ABOUT THIS EXERCISE
Return the data that follows exactly, with each line intact.

PROVIDED INFORMATION
:::

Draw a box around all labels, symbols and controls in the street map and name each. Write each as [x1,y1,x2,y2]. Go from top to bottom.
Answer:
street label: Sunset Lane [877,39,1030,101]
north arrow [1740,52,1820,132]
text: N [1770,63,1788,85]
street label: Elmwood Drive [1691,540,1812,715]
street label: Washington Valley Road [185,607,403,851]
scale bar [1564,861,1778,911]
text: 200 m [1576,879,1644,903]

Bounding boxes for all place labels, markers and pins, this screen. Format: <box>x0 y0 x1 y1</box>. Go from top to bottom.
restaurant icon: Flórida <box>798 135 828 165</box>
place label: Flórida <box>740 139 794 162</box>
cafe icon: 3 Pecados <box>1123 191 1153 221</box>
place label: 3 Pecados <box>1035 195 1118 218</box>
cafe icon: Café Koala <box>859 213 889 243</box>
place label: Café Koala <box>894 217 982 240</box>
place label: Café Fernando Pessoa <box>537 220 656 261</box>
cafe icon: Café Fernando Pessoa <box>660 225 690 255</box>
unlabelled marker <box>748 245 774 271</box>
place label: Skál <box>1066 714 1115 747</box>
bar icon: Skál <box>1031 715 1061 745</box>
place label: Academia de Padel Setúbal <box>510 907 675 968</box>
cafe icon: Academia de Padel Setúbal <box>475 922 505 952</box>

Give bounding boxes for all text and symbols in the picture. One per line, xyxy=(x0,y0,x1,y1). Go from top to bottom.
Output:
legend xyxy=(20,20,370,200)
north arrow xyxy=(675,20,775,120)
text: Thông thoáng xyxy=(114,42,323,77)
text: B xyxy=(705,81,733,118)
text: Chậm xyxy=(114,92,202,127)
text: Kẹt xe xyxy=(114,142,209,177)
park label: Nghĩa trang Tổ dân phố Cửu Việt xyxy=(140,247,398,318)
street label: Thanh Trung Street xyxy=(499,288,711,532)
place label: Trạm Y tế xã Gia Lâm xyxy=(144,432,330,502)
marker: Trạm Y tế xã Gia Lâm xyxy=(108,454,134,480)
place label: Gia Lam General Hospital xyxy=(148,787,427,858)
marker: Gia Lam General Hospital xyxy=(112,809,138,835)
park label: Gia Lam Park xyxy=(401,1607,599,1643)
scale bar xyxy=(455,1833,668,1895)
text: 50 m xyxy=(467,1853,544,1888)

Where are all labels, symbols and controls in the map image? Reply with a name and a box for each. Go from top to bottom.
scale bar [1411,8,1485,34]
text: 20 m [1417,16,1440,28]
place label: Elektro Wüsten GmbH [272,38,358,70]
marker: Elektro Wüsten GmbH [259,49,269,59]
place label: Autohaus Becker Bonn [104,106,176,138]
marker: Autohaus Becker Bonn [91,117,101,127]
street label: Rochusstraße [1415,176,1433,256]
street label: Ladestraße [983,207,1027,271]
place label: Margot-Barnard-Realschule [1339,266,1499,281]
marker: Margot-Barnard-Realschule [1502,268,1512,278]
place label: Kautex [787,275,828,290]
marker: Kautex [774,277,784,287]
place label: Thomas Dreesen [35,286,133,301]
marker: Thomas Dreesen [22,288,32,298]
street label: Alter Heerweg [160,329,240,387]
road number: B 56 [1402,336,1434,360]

:::

ANSWER SECTION
Draw a box around all labels, symbols and controls in the street map and name each. Write each as [x1,y1,x2,y2]. Go from top to bottom.
Answer:
street label: Sunset Lane [877,39,1030,101]
north arrow [1740,52,1820,132]
text: N [1770,63,1788,85]
street label: Elmwood Drive [1691,540,1812,715]
street label: Washington Valley Road [185,607,403,851]
scale bar [1564,861,1778,911]
text: 200 m [1576,879,1644,903]

Bounding boxes for all place labels, markers and pins, this screen. Format: <box>x0 y0 x1 y1</box>. Go from top to bottom.
restaurant icon: Flórida <box>798 135 828 165</box>
place label: Flórida <box>740 139 794 162</box>
cafe icon: 3 Pecados <box>1123 191 1153 221</box>
place label: 3 Pecados <box>1035 195 1118 218</box>
cafe icon: Café Koala <box>859 213 889 243</box>
place label: Café Koala <box>894 217 982 240</box>
place label: Café Fernando Pessoa <box>537 220 656 261</box>
cafe icon: Café Fernando Pessoa <box>660 225 690 255</box>
unlabelled marker <box>748 245 774 271</box>
place label: Skál <box>1066 714 1115 747</box>
bar icon: Skál <box>1031 715 1061 745</box>
place label: Academia de Padel Setúbal <box>510 907 675 968</box>
cafe icon: Academia de Padel Setúbal <box>475 922 505 952</box>

Give bounding boxes for all text and symbols in the picture. One per line, xyxy=(x0,y0,x1,y1). Go from top to bottom.
Output:
legend xyxy=(20,20,370,200)
north arrow xyxy=(675,20,775,120)
text: Thông thoáng xyxy=(114,42,323,77)
text: B xyxy=(705,81,733,118)
text: Chậm xyxy=(114,92,202,127)
text: Kẹt xe xyxy=(114,142,209,177)
park label: Nghĩa trang Tổ dân phố Cửu Việt xyxy=(140,247,398,318)
street label: Thanh Trung Street xyxy=(499,288,711,532)
place label: Trạm Y tế xã Gia Lâm xyxy=(144,432,330,502)
marker: Trạm Y tế xã Gia Lâm xyxy=(108,454,134,480)
place label: Gia Lam General Hospital xyxy=(148,787,427,858)
marker: Gia Lam General Hospital xyxy=(112,809,138,835)
park label: Gia Lam Park xyxy=(401,1607,599,1643)
scale bar xyxy=(455,1833,668,1895)
text: 50 m xyxy=(467,1853,544,1888)

Where are all labels, symbols and controls in the map image? Reply with a name and a box for each. Go from top to bottom.
scale bar [1411,8,1485,34]
text: 20 m [1417,16,1440,28]
place label: Elektro Wüsten GmbH [272,38,358,70]
marker: Elektro Wüsten GmbH [259,49,269,59]
place label: Autohaus Becker Bonn [104,106,176,138]
marker: Autohaus Becker Bonn [91,117,101,127]
street label: Rochusstraße [1415,176,1433,256]
street label: Ladestraße [983,207,1027,271]
place label: Margot-Barnard-Realschule [1339,266,1499,281]
marker: Margot-Barnard-Realschule [1502,268,1512,278]
place label: Kautex [787,275,828,290]
marker: Kautex [774,277,784,287]
place label: Thomas Dreesen [35,286,133,301]
marker: Thomas Dreesen [22,288,32,298]
street label: Alter Heerweg [160,329,240,387]
road number: B 56 [1402,336,1434,360]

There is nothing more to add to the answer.